Wasn't that a Steve Martin line? But it turns out to be true. Since winter I have dropped about 5 or 6 pounds. With a major pilgrimage/hike planned for next month, it could go even lower. For a guy who weighed 240 at 17 and now weighs just over 180, getting small is fine.
But I am getting smaller in other ways, not so welcome ways.
- Twenty years ago I could squat 390 pounds. Last December I was leg pressing (something not as difficult as squatting) that same weight when a twinge in my inner right thigh told me something wasn't right. I am still twinging most of a year later, and pressing only 100 pounds. My dream of bodybuilding glory is clearly over.

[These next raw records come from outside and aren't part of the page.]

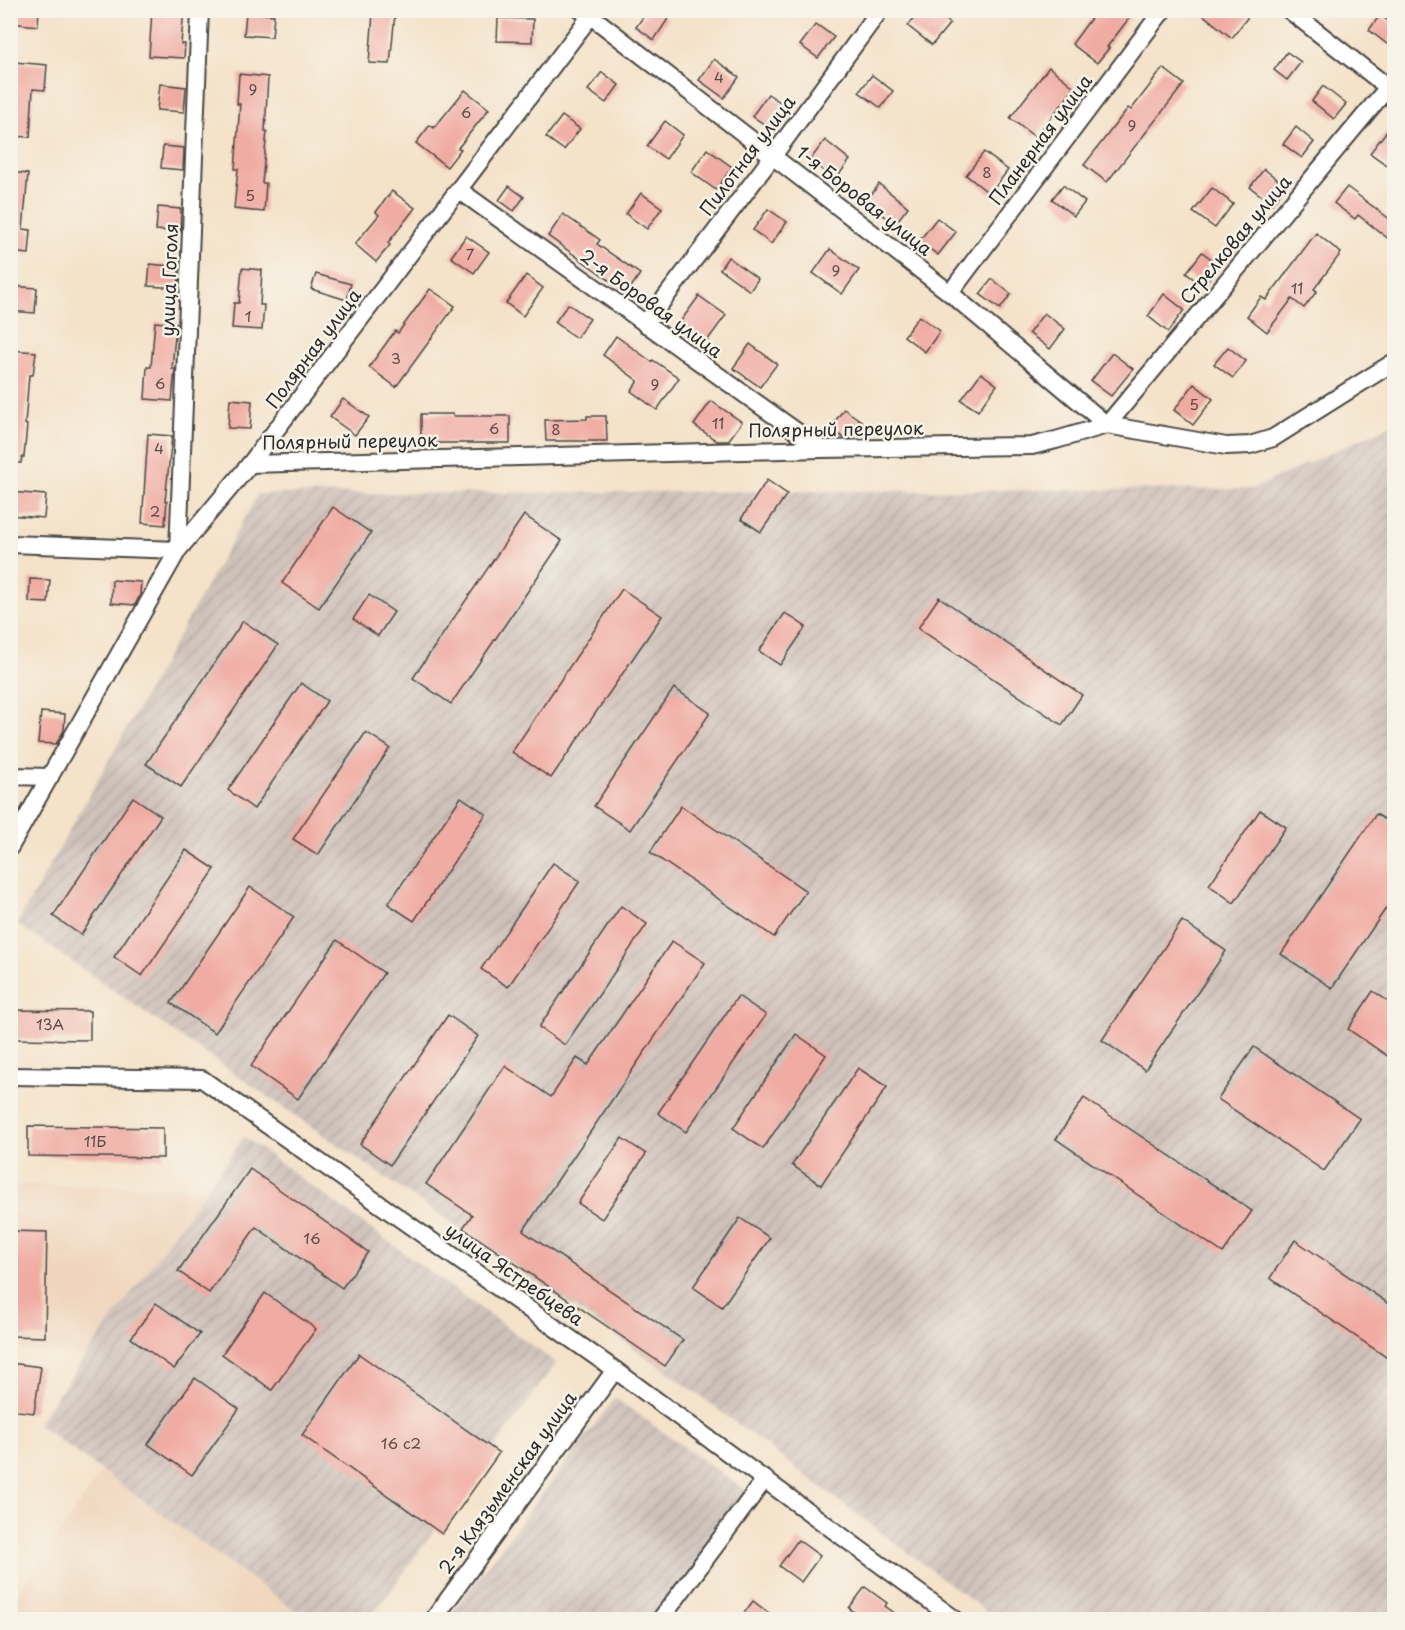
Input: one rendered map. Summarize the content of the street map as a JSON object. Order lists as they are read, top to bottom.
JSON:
{
  "streets": {
    "street": [
      "Планерная улица",
      "Пилотная улица",
      "1-я Боровая улица",
      "Стрелковая улица",
      "улица Гоголя",
      "2-я Боровая улица",
      "Полярная улица",
      "Полярный переулок",
      "улица Ястребцева",
      "2-я Клязьменская улица"
    ]
  },
  "crossings": [
    ["Планерная улица", "1-я Боровая улица"],
    ["Пилотная улица", "1-я Боровая улица"],
    ["Пилотная улица", "2-я Боровая улица"],
    ["1-я Боровая улица", "Стрелковая улица"],
    ["1-я Боровая улица", "Полярная улица"],
    ["1-я Боровая улица", "Полярный переулок"],
    ["Стрелковая улица", "Полярный переулок"],
    ["улица Гоголя", "Полярная улица"],
    ["2-я Боровая улица", "Полярная улица"],
    ["2-я Боровая улица", "Полярный переулок"],
    ["Полярная улица", "Полярный переулок"],
    ["улица Ястребцева", "2-я Клязьменская улица"]
  ],
  "house_numbers": [
    "4",
    "9",
    "6",
    "9",
    "8",
    "5",
    "7",
    "9",
    "11",
    "1",
    "3",
    "6",
    "9",
    "5",
    "11",
    "6",
    "8",
    "4",
    "2",
    "13А",
    "11Б",
    "16",
    "16 с2"
  ]
}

- A manuscript I took three years to write - and failed to intrigue the publishers I queried - deserves a re-write. But now, a year after trying, I am not sure it is worth that effort. I am not even sure I want to read it again. And the one I am working on now that seemed promising a few days ago, well, I recorded some portions of it for pod casting and realized when I was done that it too needs major work and I wonder if it is even worth it. My hope to be a respected author may be extravagant.
- Once, I hoped to make a mark by building a new church building for the burgeoning congregation I led. In my thirty plus years years of clergy life I have built nothing either physical or organizational. Fantasies of clergy fame and honor are failing fast.
If our dreams are what we imagine about ourselves, then no wonder I feel smaller. But must I feel bad? If losing weight feels good, and seeing my children grow up and move out (yielding a smaller household) feels good, then must the falling away of dreams feel bad?
Dreams are not made of stone. They can change, as I have changed, and even get smaller and still be dreams worth dreaming. I am working on composing something. When I was in college that was my dream, to be a symphonic composer. Gave up on that one early when I realized what kind of talent that required, but recently some words I love started to feel musical. Is this a new dream? Not sure. I am going to hike Hadrian's Wall next month, a fantasy of mine for years. Not fame or fortune, but something hoped for.
I am feeling a little sadness right now not because the new dreams are small but because they have not yet formed though the old ones are clearly vanishing. One might say that this is when one's faith is tested, because at the moment there is no-thing I have faith in. It is hope without a particular outcome. Talk about small. But as I too am shrinking, this is probably OK.